9 lags = 20 lugs Multiply both sides of this equation by 4 .

36 lags = 80 lugs

And we know...

7 ligs = 4 lags Multiply both sides of this equation by 9 .

63 ligs = 36 lags

63 ligs = 36 lags and 36 lags = 80 lugs So...

63 ligs = 80 lugs

hectictar
Aug 20, 2018

#2**+2 **

Excellent hectictar!

Here is another way:

1 lag = 7/4 ligs

7/4 ligs x 9 lags = 20 lugs

15.75 ligs = 20 lugs. Multiply both sides by 4

63 ligs = 80 lugs.

Guest Aug 20, 2018

#3**+3 **

On planet Larky, 7 ligs = 4 lags, and 9 lags = 20 lugs.

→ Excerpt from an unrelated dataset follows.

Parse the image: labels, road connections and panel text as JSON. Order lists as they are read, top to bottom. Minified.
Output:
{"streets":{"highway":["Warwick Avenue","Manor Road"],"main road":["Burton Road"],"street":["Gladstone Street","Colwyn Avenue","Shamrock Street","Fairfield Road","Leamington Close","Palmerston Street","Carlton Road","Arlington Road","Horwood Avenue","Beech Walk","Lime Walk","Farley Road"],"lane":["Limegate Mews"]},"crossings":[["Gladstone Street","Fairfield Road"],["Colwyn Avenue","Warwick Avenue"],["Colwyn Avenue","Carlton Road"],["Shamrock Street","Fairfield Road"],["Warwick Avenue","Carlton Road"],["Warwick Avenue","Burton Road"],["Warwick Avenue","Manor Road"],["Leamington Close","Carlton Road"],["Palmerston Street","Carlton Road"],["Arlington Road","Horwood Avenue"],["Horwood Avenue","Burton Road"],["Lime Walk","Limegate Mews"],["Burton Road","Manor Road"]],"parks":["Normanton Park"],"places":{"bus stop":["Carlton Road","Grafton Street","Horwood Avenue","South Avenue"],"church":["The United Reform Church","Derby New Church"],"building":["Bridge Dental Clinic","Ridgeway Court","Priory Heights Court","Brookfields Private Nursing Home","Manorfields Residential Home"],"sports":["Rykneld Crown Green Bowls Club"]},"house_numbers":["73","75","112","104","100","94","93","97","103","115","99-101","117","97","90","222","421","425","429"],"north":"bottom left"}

How many ligs are equivalent to 80 lugs?

Here is a slightly different variation. Once you get the hang of this method you do not have to understand very much.

It all just falls out.

Think of them all as rates and write them as fractions. Since they have units it is perfectly valid to turn the fractions upside down if that helps. We have.

\(\frac{7\;ligs}{4\; lags}\qquad \frac{9\; lags}{20\;lugs}\qquad \frac{80\;lugs}{1}\qquad ?ligs\)

Ligs is what you want so put if first and on the top. \(\frac{7\;ligs}{4\; lags}\)

Now you need to get rid of the lags on the bottom so find a fraction with lags and make sure lags is on the top, then put a mult sign between them.

\(\frac{7\;ligs}{4\; lags}\times \frac{9\; lags}{20\;lugs}\)

Now the lags will cancel but you need to get rid of the lugs so multiply with lugs on the top.

\(\frac{7\;ligs}{4\; lags}\times \frac{9\; lags}{20\;lugs}\times \frac{80\;lugs}{1}\)

Now the lags cancel and the lugs cancel leaving you with just ligs on the top which is what you want.

\(\frac{7\;ligs}{4\; lags}\times \frac{9\; lags}{20\;lugs}\times \frac{80\;lugs}{1}\\ =\frac{7\;ligs}{4}\times \frac{9}{20}\times \frac{80}{1}\\ =7\times9 \;ligs\\ =63 \; ligs \)

Melody
Aug 21, 2018

#5**0 **

Is it?

I had to teach maths for nurses one time and they had all these super horrible questions involving rates.

I 'invented' this method all by myself. LOL

I have never seen anyone else use it in mathematics although it is very similar to methods regularly used in chemistry I think.

It makes difficult rates questions super easy!

Melody
Aug 22, 2018